Hello ! I have a problem and I need to ask for help.
I have the following code:
fn floyd_parallel(graph: &mut Matrix) {
(0..BLOCK_SIZE).for_each(|k| unsafe {
let row_k = *graph.get_unchecked(k);
let column_k = get_column(&graph, k);
graph.par_iter_mut().enumerate().for_each(|(i, rows)| {
let ik = *column_k.get_unchecked(i);
rows.par_iter_mut()
.zip(row_k.par_iter())
.for_each(|(ij, kj)| {
let sum = ik + *kj;
if sum < *ij {
*ij = sum;
}
});
});
});
My problem is that if I remove the last par_iter_mut, the program runs faster. But the incredible thing is that if I replace all the par_iter_mut with iter_mut, the code is much faster (almost double).
Why does this happen ? What am I missing ? This logic using Openmp in C works perfect, but with rayon I'm having problems.
I cant paralelize k iteration because each iteration depends on the next one.
Having two nested for_each forces the inner iterator to completely finish before proceeding to the next element in the outer for_each.
You're probably paying setup cost of rows.par_iter_mut() over and over again, and within each row there's too little work to do, so it doesn't even run for long enough for other threads to pick any work from the innner parallel iterator.
If graph.par_iter_mut() has more elements than you have CPU cores, that's all you need.
Maybe instead of using two nested for_each, try flat_map and one for_each?
Another problem is false sharing. If two threads write to adjacent locations in memory (like two elements in the same row), that forces CPU to synchronize caches, and that's super slow.

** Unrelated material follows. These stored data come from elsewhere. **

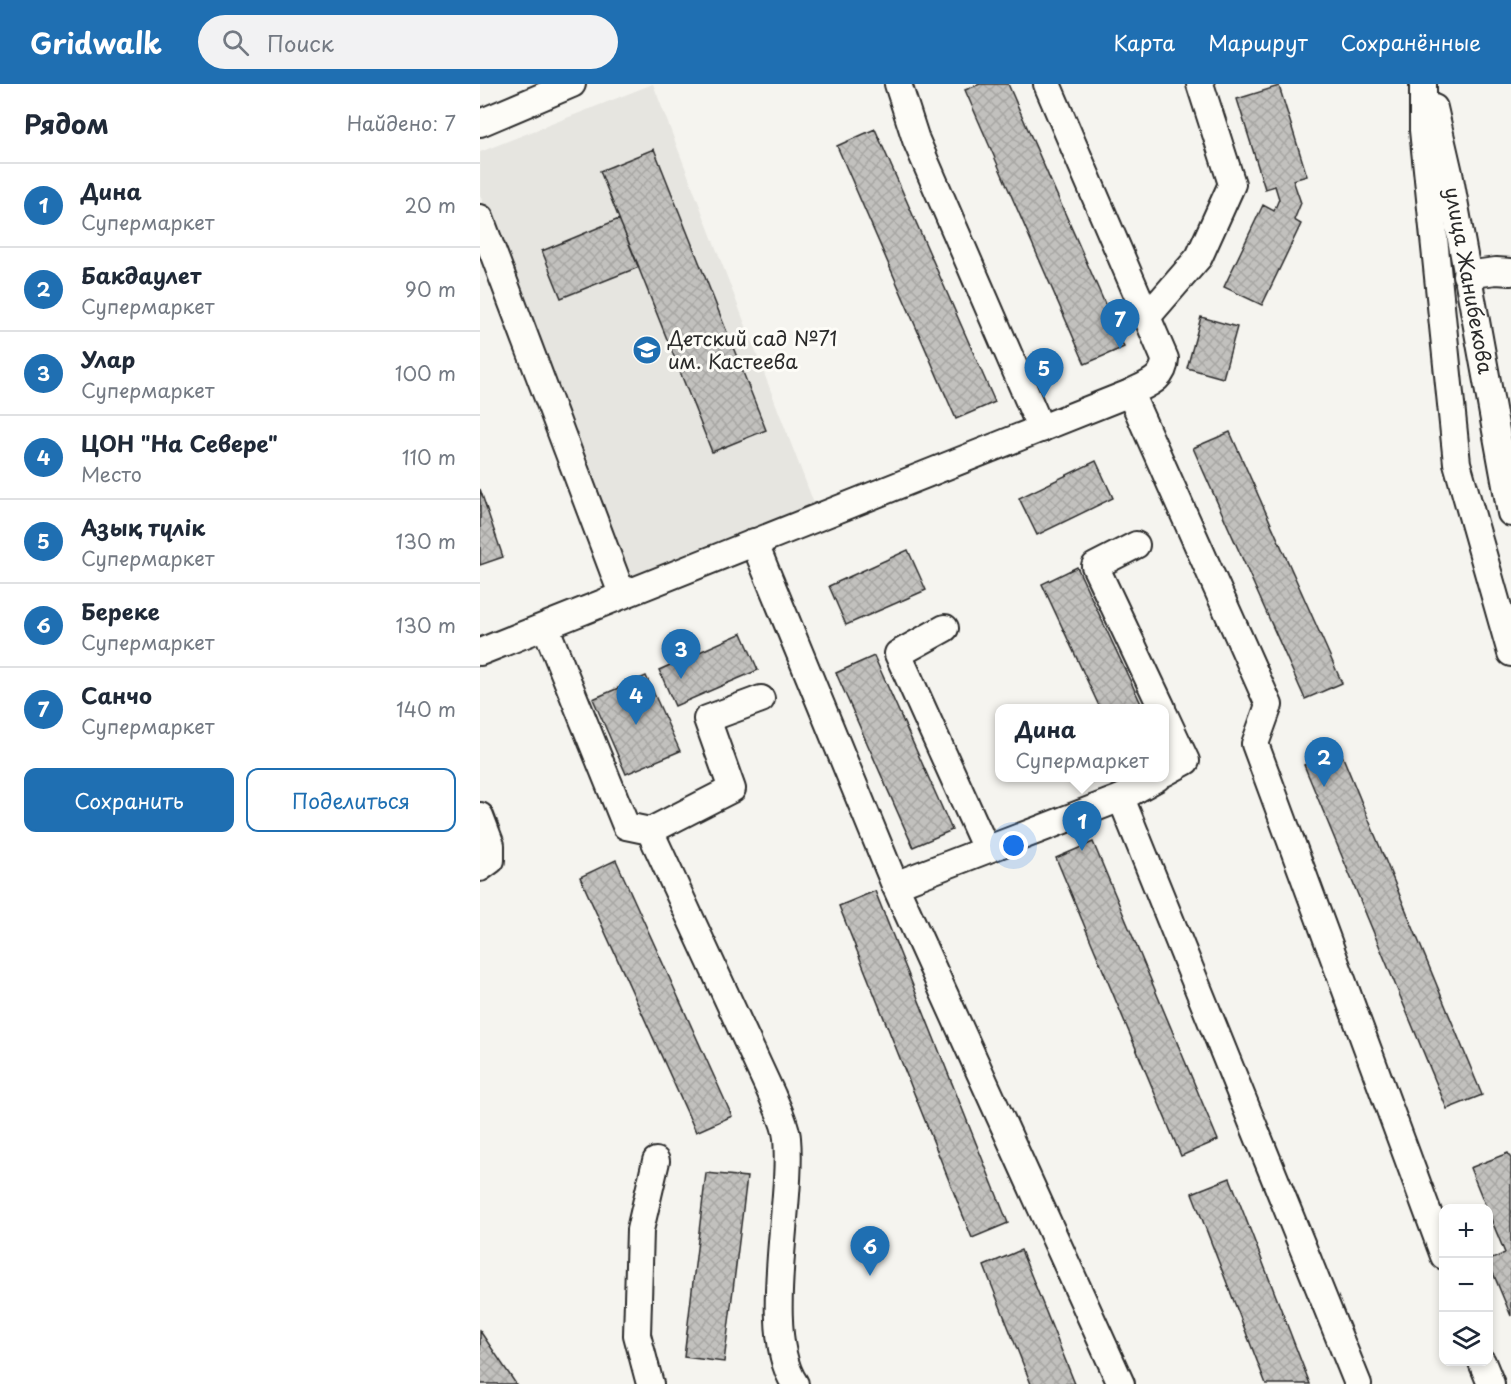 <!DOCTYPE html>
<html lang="ru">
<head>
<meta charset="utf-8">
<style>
	body { margin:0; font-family:"Playpen Sans",sans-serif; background:#f2f2f3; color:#1f2937 }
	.controls { position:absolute; right:18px; bottom:18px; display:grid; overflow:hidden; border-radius:12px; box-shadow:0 3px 9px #0003 }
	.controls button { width:54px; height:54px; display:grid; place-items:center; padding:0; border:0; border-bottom:2px solid #e0e1e3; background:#fff; color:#1f2937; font:30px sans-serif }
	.you { position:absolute; left:534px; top:762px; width:21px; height:21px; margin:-15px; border:4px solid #fff; border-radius:50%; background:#1a73e8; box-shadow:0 0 0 9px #1a73e833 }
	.badge { display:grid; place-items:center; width:39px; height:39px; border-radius:50%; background:#1f6fb2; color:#fff; font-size:20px; font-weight:700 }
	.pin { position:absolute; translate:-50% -50px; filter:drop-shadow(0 2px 3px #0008) }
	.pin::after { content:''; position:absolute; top:32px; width:21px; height:18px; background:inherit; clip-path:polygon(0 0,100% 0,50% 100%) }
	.popup { position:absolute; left:515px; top:620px; width:174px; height:78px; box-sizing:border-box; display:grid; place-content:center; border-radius:12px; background:#fff; filter:drop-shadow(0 2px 4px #0005); font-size:20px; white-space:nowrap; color:#747a83 }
	.popup b { font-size:22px; color:#1f2937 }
	.popup::after { content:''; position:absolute; left:50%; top:100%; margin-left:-12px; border:12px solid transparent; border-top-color:#fff }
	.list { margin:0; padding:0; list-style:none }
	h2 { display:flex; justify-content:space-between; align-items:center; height:78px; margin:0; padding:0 24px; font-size:26px }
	h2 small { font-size:20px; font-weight:400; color:#747a83 }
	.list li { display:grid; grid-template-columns:39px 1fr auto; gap:18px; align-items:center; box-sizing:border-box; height:84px; padding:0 24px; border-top:2px solid #e0e1e3 }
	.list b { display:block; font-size:22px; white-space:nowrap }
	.list p { margin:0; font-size:20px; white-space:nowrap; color:#747a83 }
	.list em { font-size:20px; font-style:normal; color:#747a83 }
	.actions { display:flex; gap:12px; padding:18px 24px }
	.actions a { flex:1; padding:14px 0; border:2px solid #1f6fb2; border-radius:12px; text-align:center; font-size:21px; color:#1f6fb2 }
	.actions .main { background:#1f6fb2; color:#fff }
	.icon { flex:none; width:33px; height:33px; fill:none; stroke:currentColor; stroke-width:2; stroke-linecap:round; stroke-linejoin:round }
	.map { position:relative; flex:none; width:1031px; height:1300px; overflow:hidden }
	header { display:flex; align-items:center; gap:36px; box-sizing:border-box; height:84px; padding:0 30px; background:#1f6fb2; color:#fff }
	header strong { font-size:28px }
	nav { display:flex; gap:33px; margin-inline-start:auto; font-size:21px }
	.search { width:420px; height:54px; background:#f2f2f3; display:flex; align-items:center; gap:15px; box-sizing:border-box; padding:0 21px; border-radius:33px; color:#747a83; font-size:22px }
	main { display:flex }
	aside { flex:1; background:#fff }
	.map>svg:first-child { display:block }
</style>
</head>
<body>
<header>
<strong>Gridwalk</strong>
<div class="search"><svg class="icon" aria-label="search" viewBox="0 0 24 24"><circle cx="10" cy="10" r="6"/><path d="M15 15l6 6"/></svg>Поиск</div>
<nav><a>Карта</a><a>Маршрут</a><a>Сохранённые</a></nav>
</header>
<main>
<aside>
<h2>Рядом<small>Найдено: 7</small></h2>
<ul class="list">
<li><span class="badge">1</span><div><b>Дина</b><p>Супермаркет</p></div><em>20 m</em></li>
<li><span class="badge">2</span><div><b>Бакдаулет</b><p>Супермаркет</p></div><em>90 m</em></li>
<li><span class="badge">3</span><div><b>Улар</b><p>Супермаркет</p></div><em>100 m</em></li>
<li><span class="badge">4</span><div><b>ЦОН &quot;На Севере&quot;</b><p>Место</p></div><em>110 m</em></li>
<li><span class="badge">5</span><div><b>Азық түлік</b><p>Супермаркет</p></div><em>130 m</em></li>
<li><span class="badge">6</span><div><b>Береке</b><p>Супермаркет</p></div><em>130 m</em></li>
<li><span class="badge">7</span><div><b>Санчо</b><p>Супермаркет</p></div><em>140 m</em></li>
</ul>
<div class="actions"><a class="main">Сохранить</a><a>Поделиться</a></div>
</aside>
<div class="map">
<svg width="1031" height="1300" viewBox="0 0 1031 1300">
	<defs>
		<pattern id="building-cross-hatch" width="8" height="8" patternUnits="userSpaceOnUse" patternTransform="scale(1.5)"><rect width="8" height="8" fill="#c2c1be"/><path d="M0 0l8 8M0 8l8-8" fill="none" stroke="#a7a6a3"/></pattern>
	</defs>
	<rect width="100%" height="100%" fill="#f5f4ef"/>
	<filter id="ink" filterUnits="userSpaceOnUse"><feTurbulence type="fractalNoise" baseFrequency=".0167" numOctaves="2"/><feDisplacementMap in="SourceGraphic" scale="12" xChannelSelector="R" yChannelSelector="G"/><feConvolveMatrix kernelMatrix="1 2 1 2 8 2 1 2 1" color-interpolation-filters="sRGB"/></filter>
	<g filter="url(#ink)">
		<path fill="#e6e5e0" d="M173 0 335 422 151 507 0 111V68Z"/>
		<path fill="url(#building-cross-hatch)" stroke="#2b2b2b" stroke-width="1.5" d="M500 0H528L644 263 605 280 485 6Z
			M799 2 827 92 813 96 821 119 814 136 821 140 782 221 744 203 783 121 794 127 799 115 795 102 785 105 757 15Z
			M395 45 515 318 476 335 357 62Z
			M174 65 286 346 232 368 120 87Z
			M139 135 159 183 81 214 62 167Z
			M721 233 757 243 743 294 707 284Z
			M750 348 862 599 825 615 713 364Z
			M616 377 633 414 557 451 539 414Z
			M0 405 23 473 0 481Z
			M428 466 446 506 366 541 349 502Z
			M597 483 663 624H620L562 500Z
			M262 549 278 586 195 622 179 586Z
			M394 572 472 746 433 763 356 589Z
			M166 592 200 667 146 690 113 615Z
			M860 666 1002 1011 967 1025 824 681Z
			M613 758 738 1056 701 1072 576 774Z
			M136 776 252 1032 216 1048 100 793Z
			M395 807 528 1139 492 1154 359 822Z
			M1028 1069 1031 1075V1232L1008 1177 1025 1169 990 1084Z
			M226 1089 267 1093 244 1278 204 1273Z
			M750 1094 830 1300H786L712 1109Z
			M541 1166 595 1300H551L504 1182Z
			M0 1247 36 1300H0Z"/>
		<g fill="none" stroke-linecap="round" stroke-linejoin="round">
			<g stroke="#2b2b2b" stroke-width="30">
				<g id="minor">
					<path d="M418 0 436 56 561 345"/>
					<path d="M943 0V46L977 379 1031 569"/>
					<path id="s1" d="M954 24 969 89 1031 429"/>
					<path d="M0 39 92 0"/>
					<path d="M0 134 142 510"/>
					<path d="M986 191 1016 187 1031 188"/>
					<path d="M667 233 719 173 752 100 720 0"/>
					<path d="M650 309 789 621 775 660 964 1172"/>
					<path d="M274 458 415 801 641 1300"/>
					<path d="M656 461 615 482 682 624"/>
					<path d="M66 544 146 742 170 747 292 1011C297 1024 306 1040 307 1054 313 1119 280 1248 315 1300"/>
					<path d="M465 544 418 570 506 765"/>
					<path d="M0 568 650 309C667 300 684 296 685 275L567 0"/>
					<path d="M684 630 706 677 684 689"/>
					<path d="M641 714 878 1300"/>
					<path d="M0 732 11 761V776L0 784"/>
					<path d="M170 747 252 705 227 635 281 615"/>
					<path d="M415 801 641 714 677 694"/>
					<path d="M1002 1278 1011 1300"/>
					<path d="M170 1300 157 1251 160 1146 176 1077"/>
				</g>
			</g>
			<use href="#minor" stroke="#fdfcf7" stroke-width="26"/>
		</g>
	</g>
	<defs>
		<g id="school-disc" transform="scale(1.5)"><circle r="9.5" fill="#1f6fb2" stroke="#fdfcf7"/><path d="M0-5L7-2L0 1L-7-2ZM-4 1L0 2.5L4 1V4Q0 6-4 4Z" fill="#fff"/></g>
	</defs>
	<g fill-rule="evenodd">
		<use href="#school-disc" x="167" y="266"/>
	</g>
	<g text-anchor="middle" stroke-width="6" stroke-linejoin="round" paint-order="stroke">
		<g font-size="20" fill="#2b2b2b" stroke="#fdfcf7">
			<text dy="7" stroke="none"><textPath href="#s1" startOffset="176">улица Жанибекова</textPath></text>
		</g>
		<g font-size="20" fill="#2b2b2b" stroke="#fdfcf7" text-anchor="start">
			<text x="188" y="262">Детский сад №71<tspan x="188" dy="23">им. Кастеева</tspan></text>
		</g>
	</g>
</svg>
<div class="controls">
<button>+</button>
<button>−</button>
<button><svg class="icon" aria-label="layers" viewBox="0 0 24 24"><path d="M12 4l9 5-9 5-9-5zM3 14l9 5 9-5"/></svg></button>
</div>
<div class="you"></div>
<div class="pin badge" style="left:602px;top:767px">1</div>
<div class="popup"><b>Дина</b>Супермаркет</div>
<div class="pin badge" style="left:844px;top:703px">2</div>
<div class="pin badge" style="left:201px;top:595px">3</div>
<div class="pin badge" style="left:156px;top:641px">4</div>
<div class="pin badge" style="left:564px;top:314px">5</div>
<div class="pin badge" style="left:390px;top:1192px">6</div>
<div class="pin badge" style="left:640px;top:265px">7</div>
</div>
</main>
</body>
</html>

Thank you. You are right, but I have a big doubt with this:
These four sequential algorithms are equivalent. But I don't understand why the fastest one is the first one. I understand that Rust advises to use iterators, why the first one is the best ?
Algorithm 1
(0..BLOCK_SIZE).for_each(|k| unsafe {
let kj = *kj.get_unchecked(k);
(0..BLOCK_SIZE).for_each(|i| {
let ik = ik.get_unchecked(i).get_unchecked(k);
let row = ij.get_unchecked_mut(i);
(0..BLOCK_SIZE).for_each(|j| {
let sum = ik + kj.get_unchecked(j);
let ij = row.get_unchecked_mut(j);
if sum < *ij {
*ij = sum;
}
});
});
});
Alrogithm 2
kj.iter().enumerate().for_each(|(k, kj)| unsafe {
ij.iter_mut().zip(ik.iter()).for_each(|(ij, ik)| {
let ik = *ik.get_unchecked(k);
ij.iter_mut().zip(kj.iter()).for_each(|(ij, kj)| {
let sum = ik + *kj;
if sum < *ij {
*ij = sum;
}
});
});
});
Do you have a runnable code sample that you can post?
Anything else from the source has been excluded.